Need non-blocking way to know if child process failed

Bug #185601 reported by Derick Eddington
2
Affects Status Importance Assigned to Milestone
Ikarus Scheme
Fix Committed
High
Abdulaziz Ghuloum

Bug Description

Currently, there's no non-blocking way to test if a child process succeeded or not. The only way is to try reading from the err port to see what string it returns, but this might block forever, and then waitpid returns weird values because waitpid(2) packs various info in the status.

Ikarus Scheme version 0.0.2patched+ (revision 1366, build 2008-01-23)
Copyright (c) 2006-2008 Abdulaziz Ghuloum

> (define-values (pid to from err) (process "asdfasdf"))
> (define errt (transcoded-port err (native-transcoder)))
> (get-string-all errt) ;; But I don't know if this will block
"failed to exec asdfasdf: No such file or directory\n"
> (waitpid pid)
65280
> (waitpid pid)
-141090988
> (waitpid pid)
-141091004
> (waitpid pid)
-141091020
> (waitpid pid)
-141091036
> (waitpid pid)
-141091052
> (waitpid pid)
-141091068
> (waitpid pid)
-141091084
>

To be able to test if executing the process succeeded, I made the following changes:

[d@eep:~/ikarus.dev]-> bzr diff
=== modified file 'scheme/ikarus.posix.ss'
--- scheme/ikarus.posix.ss 2007-12-15 13:22:49 +0000
+++ scheme/ikarus.posix.ss 2008-01-24 11:35:04 +0000
@@ -37,10 +37,15 @@
           [else (parent-proc pid)]))))

   (define waitpid
- (lambda (pid)
- (unless (fixnum? pid)
- (die 'waitpid "not a fixnum" pid))
- (foreign-call "ikrt_waitpid" pid)))
+ (case-lambda
+ [(pid)
+ (waitpid pid #t)]
+ [(pid block?)
+ (unless (fixnum? pid)
+ (die 'waitpid "not a fixnum" pid))
+ (unless (boolean? block?)
+ (die 'waitpid "not a boolean" block?))
+ (foreign-call "ikrt_waitpid" pid block?)]))

   (define system
     (lambda (x)

=== modified file 'src/ikarus-process.c'
--- src/ikarus-process.c 2008-01-02 02:08:07 +0000
+++ src/ikarus-process.c 2008-01-24 11:45:08 +0000
@@ -74,8 +74,15 @@
 }

 ikptr
-ikrt_waitpid(ikptr pid, ikpcb* pcb){
+ikrt_waitpid(ikptr pid, ikptr block, ikpcb* pcb){
   int status;
- waitpid(unfix(pid), &status, 0);
- return fix(status);
+ int options = 0;
+ int r;
+ if (block == false_object)
+ options = WNOHANG;
+ r = waitpid(unfix(pid), &status, options);
+ if (r > 0 && r == unfix(pid) && WIFEXITED(status))
+ return fix(WEXITSTATUS(status));
+ else
+ return false_object;
 }

Maybe this is a good way to accomplish this. I disclaim all copyright to this patch. Do what thou wilt with it :)
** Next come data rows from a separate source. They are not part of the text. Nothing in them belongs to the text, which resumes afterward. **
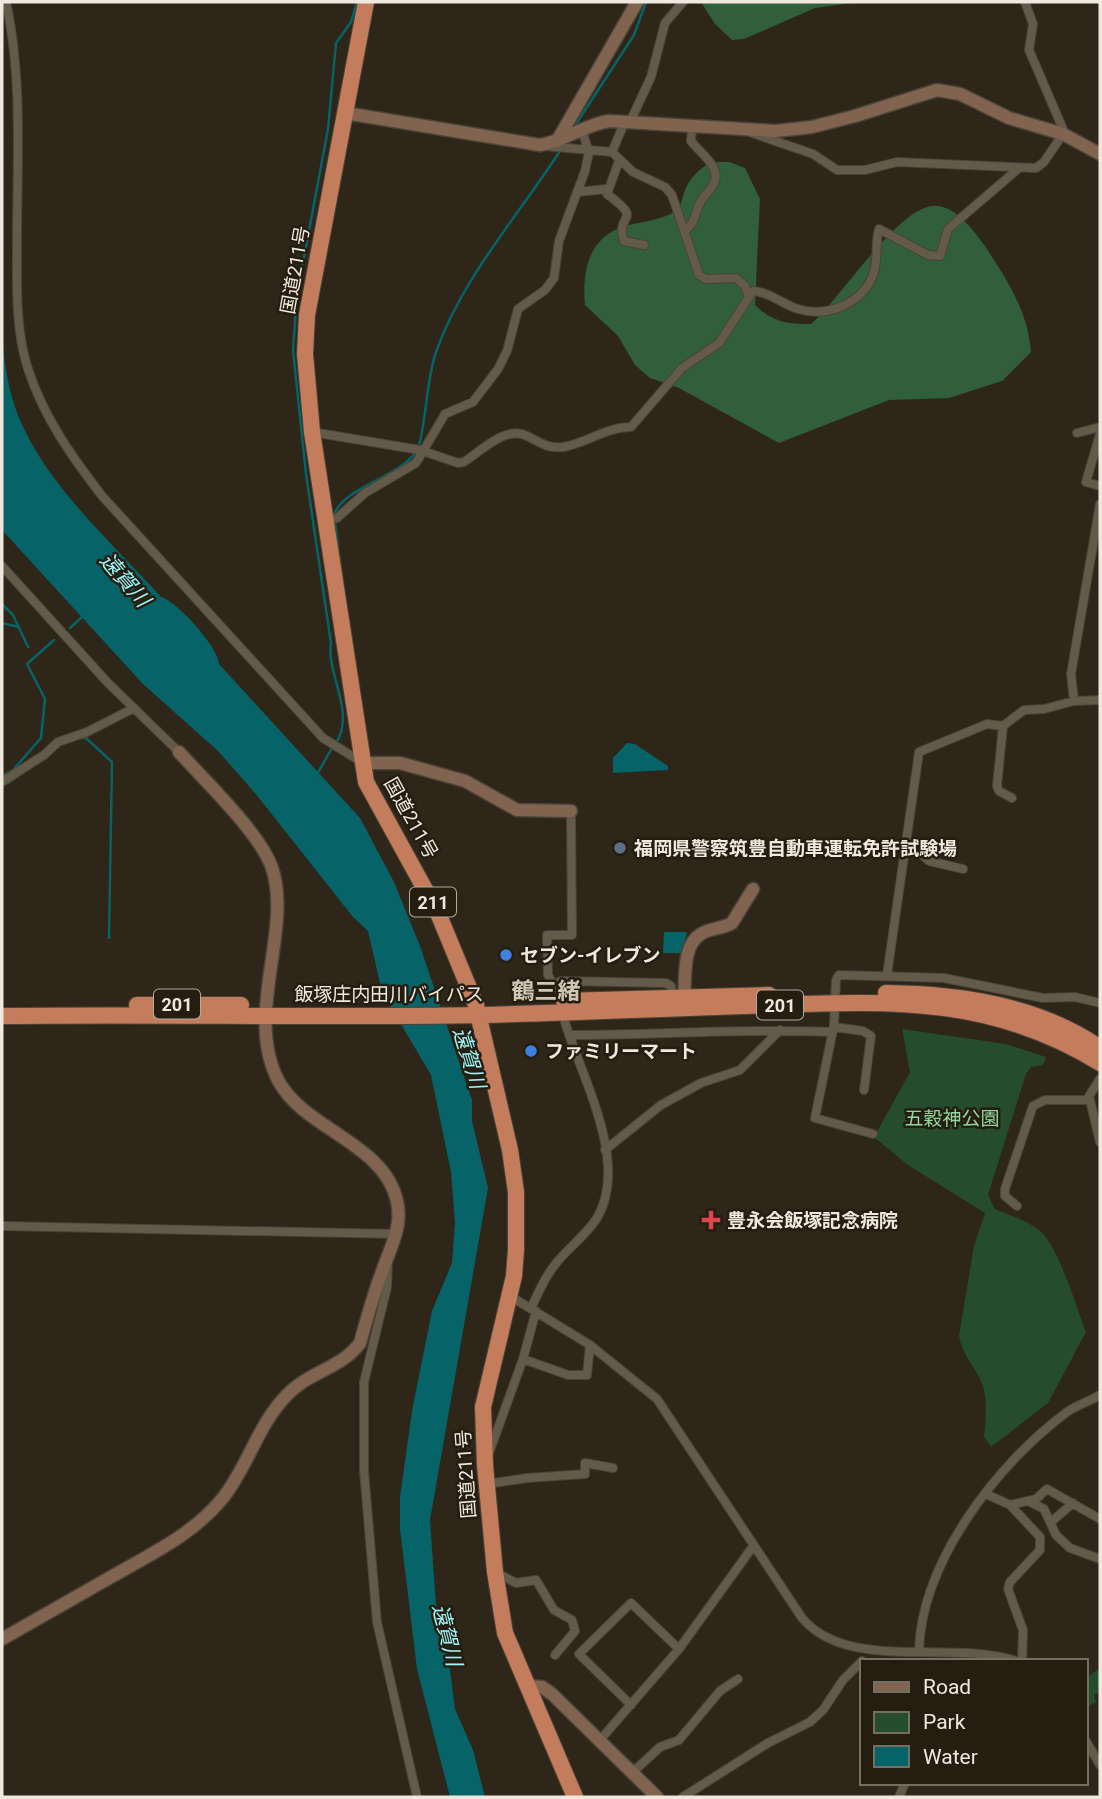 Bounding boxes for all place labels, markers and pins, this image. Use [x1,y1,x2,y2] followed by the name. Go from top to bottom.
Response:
[634,837,957,860] place label: 福岡県警察筑豊自動車運転免許試験場
[612,840,628,856] marker: 福岡県警察筑豊自動車運転免許試験場
[520,944,661,967] place label: セブン-イレブン
[498,947,514,963] marker: セブン-イレブン
[545,1040,697,1063] place label: ファミリーマート
[523,1043,539,1059] marker: ファミリーマート
[727,1209,898,1232] place label: 豊永会飯塚記念病院
[701,1210,721,1230] marker: 豊永会飯塚記念病院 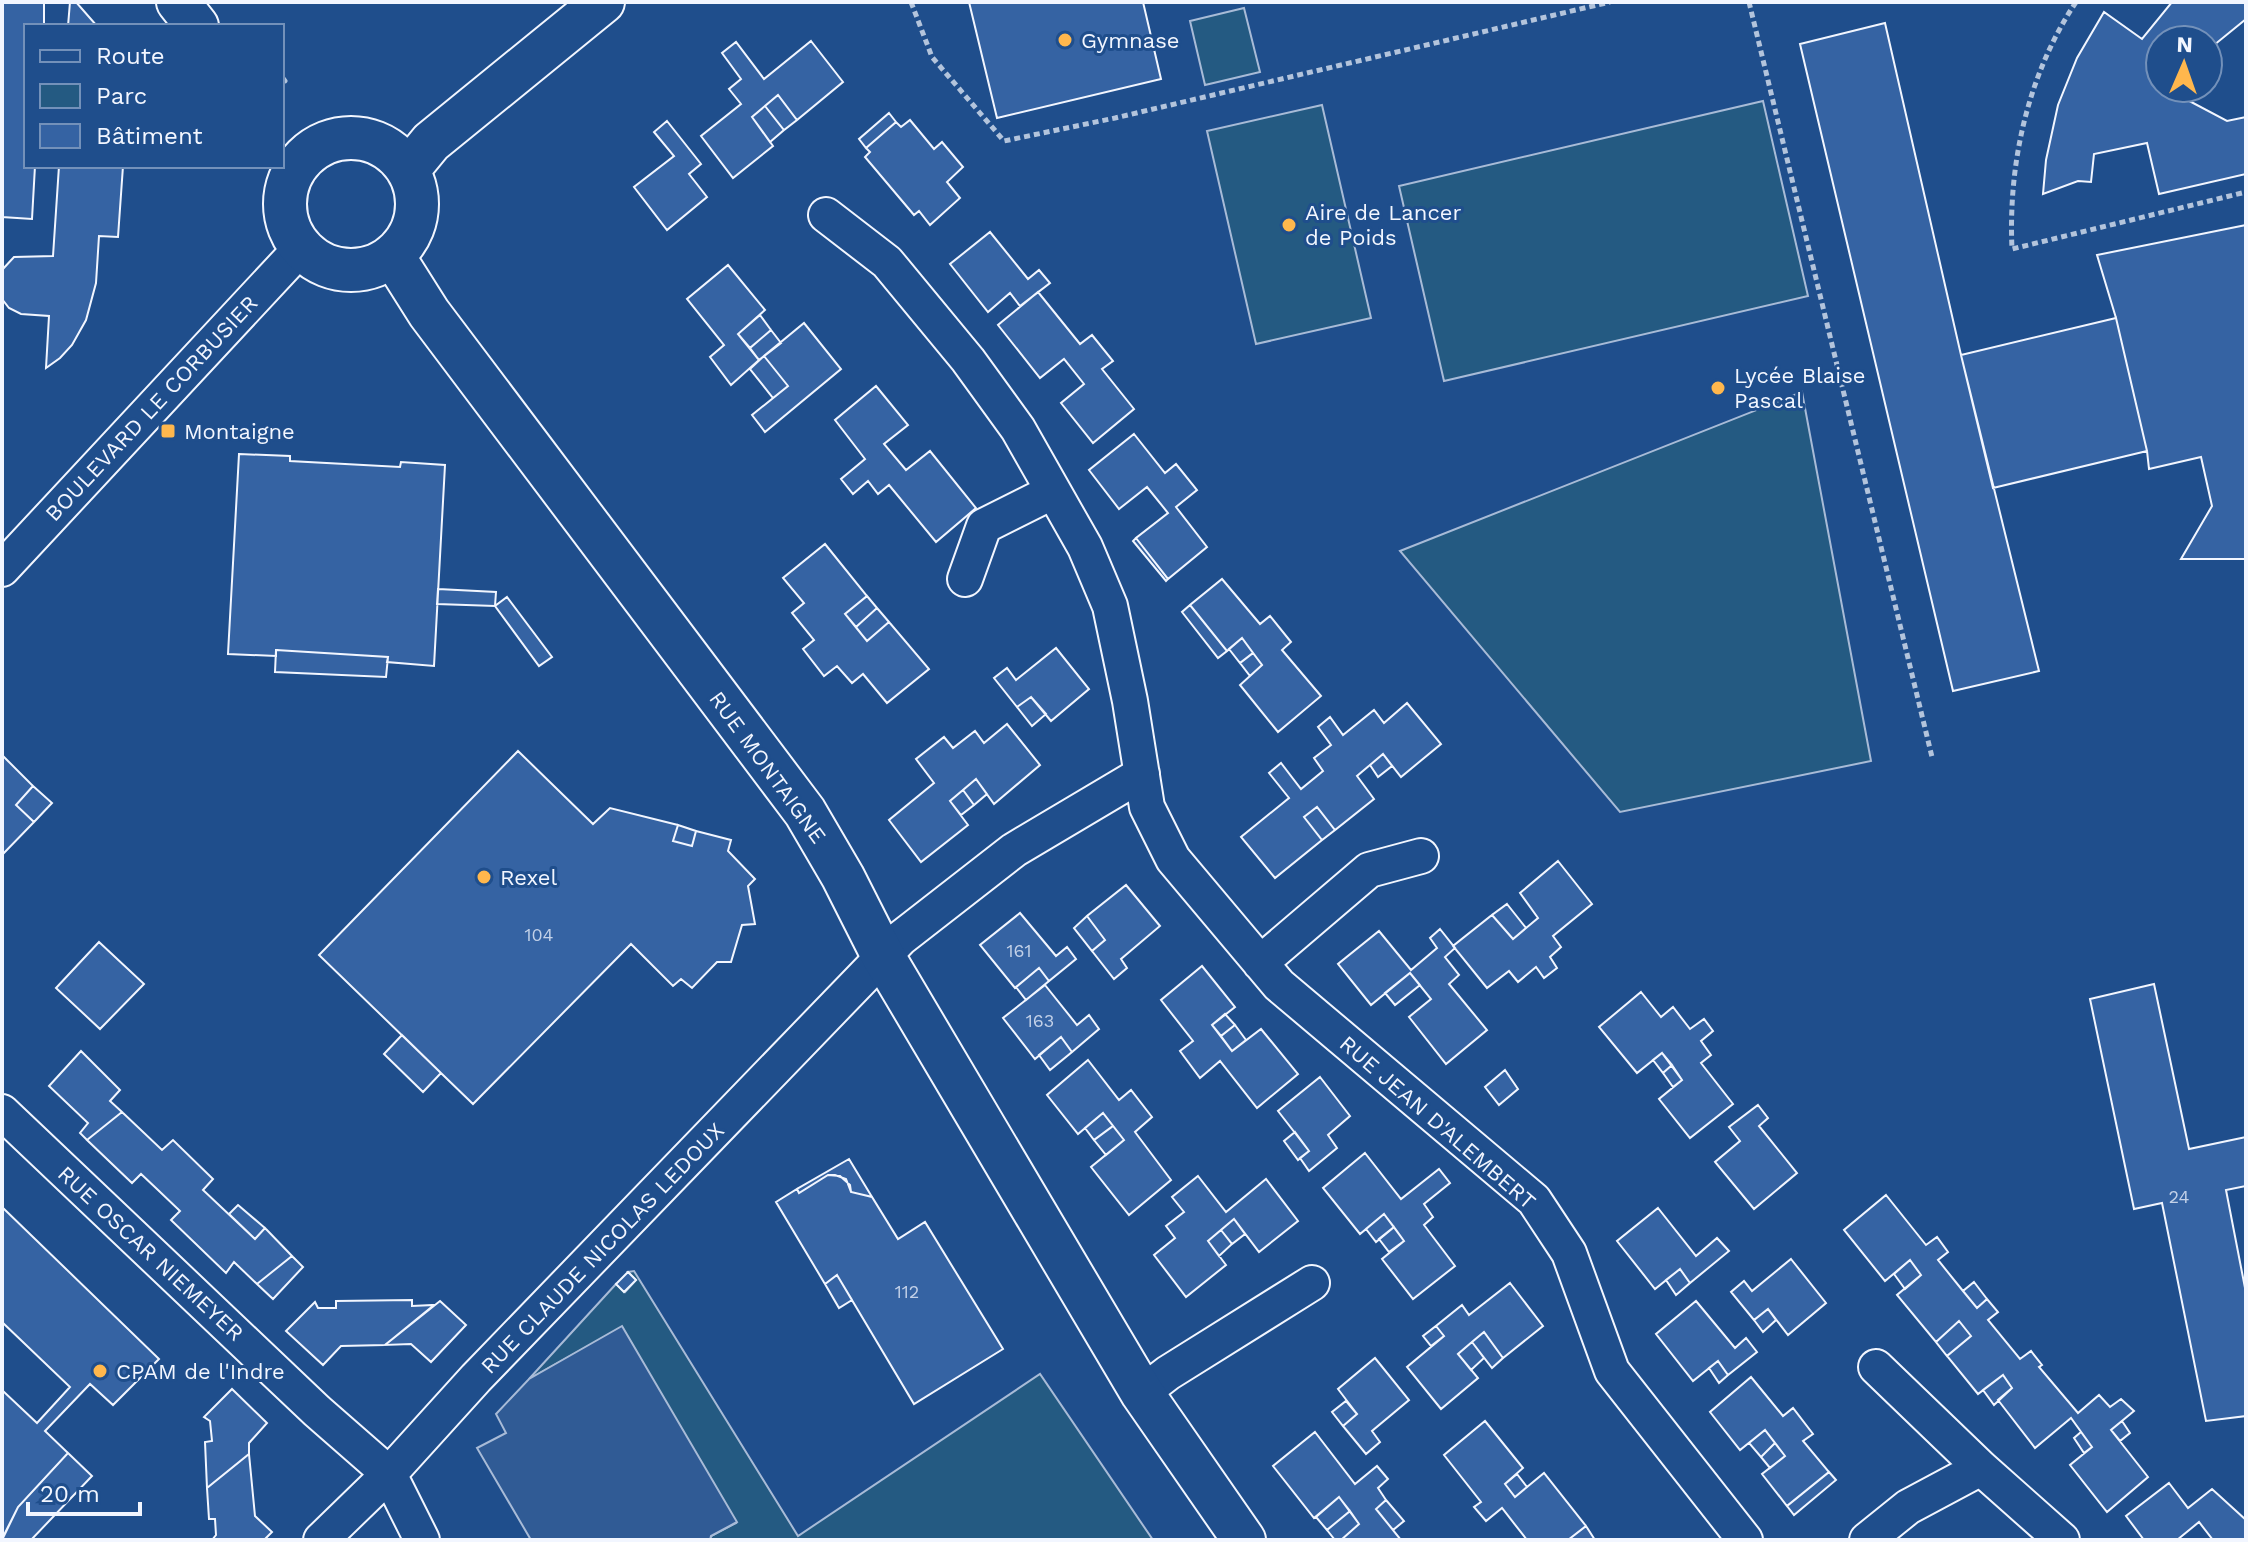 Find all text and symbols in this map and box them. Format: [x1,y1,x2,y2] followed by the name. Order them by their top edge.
[24,24,284,168] legend
[2144,24,2224,104] north arrow
[1081,28,1179,53] place label: Gymnase
[1056,31,1074,49] marker: Gymnase
[2176,32,2193,57] text: N
[96,42,165,70] text: Route
[96,82,147,110] text: Parc
[96,122,203,150] text: Bâtiment
[1305,200,1461,250] place label: Aire de Lancer de Poids
[1280,216,1298,234] marker: Aire de Lancer de Poids
[40,290,263,526] street label: BOULEVARD LE CORBUSIER
[1734,363,1865,413] place label: Lycée Blaise Pascal
[1709,379,1727,397] marker: Lycée Blaise Pascal
[184,419,295,444] place label: Montaigne
[159,422,177,440] marker: Montaigne
[704,686,831,848] street label: RUE MONTAIGNE
[500,865,558,890] place label: Rexel
[475,868,493,886] marker: Rexel
[524,924,554,945] house number: 104
[1007,940,1031,961] house number: 161
[1026,1010,1054,1031] house number: 163
[1335,1031,1541,1214] street label: RUE JEAN D'ALEMBERT
[476,1118,729,1379] street label: RUE CLAUDE NICOLAS LEDOUX
[53,1161,249,1346] street label: RUE OSCAR NIEMEYER
[2169,1186,2189,1207] house number: 24
[895,1281,919,1302] house number: 112
[116,1359,285,1384] place label: CPAM de l'Indre
[91,1362,109,1380] marker: CPAM de l'Indre
[28,1466,140,1516] scale bar
[40,1480,100,1508] text: 20 m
With this patch, I can do:

Ikarus Scheme version 0.0.2patched+ (revision 1366, build 2008-01-24)
Copyright (c) 2006-2008 Abdulaziz Ghuloum

> (define-values (pid to from err) (process "asdfasdf"))
> (waitpid pid #f) ;; Don't block
255 ;; Oh no, the forked process already exited
> (waitpid pid) ;; Just to demonstrate
#f ;; means this waitpid test did not show the process exited normally (it was already tested)
> (define errt (transcoded-port err (native-transcoder)))
> (get-string-all errt)
"failed to exec asdfasdf: No such file or directory\n"
>

And:

Ikarus Scheme version 0.0.2patched+ (revision 1366, build 2008-01-24)
Copyright (c) 2006-2008 Abdulaziz Ghuloum

> (define-values (pid to from err) (process "cat"))
> (waitpid pid #f) ;; Don't block
#f ;; It's alive
> (define tot (transcoded-port to (native-transcoder)))
> (define fromt (transcoded-port from (native-transcoder)))
> (put-string tot "blah")
> (flush-output-port tot)
> (get-string-n fromt 4)
"blah"
> (close-port tot)
> (close-port fromt)
> (close-port err)
> (waitpid pid) ;; old blocking behavior
0
>

If my patch isn't the right thing, I request some non-blocking way to test if the executed process died or not.

Revision history for this message
Abdulaziz Ghuloum (aghuloum) wrote :

I agree this needs to be fixed. The solution that you posted has a problem with a race condition since by the time you do you (waitpid pid #f), the child may not have gotten a chance to exec, fail, and exit. I'll have to check with Steven's on the best way to do this.

Changed in ikarus:
assignee: nobody → aghuloum
importance: Undecided → High
status: New → Confirmed
Revision history for this message
Abdulaziz Ghuloum (aghuloum) wrote :

Question: if process returned nonblocking ports, or, if we have process-nonblocking to go with the rest of the nonblocking procedures, would that kind of solve this problem? (I still haven't found a solution)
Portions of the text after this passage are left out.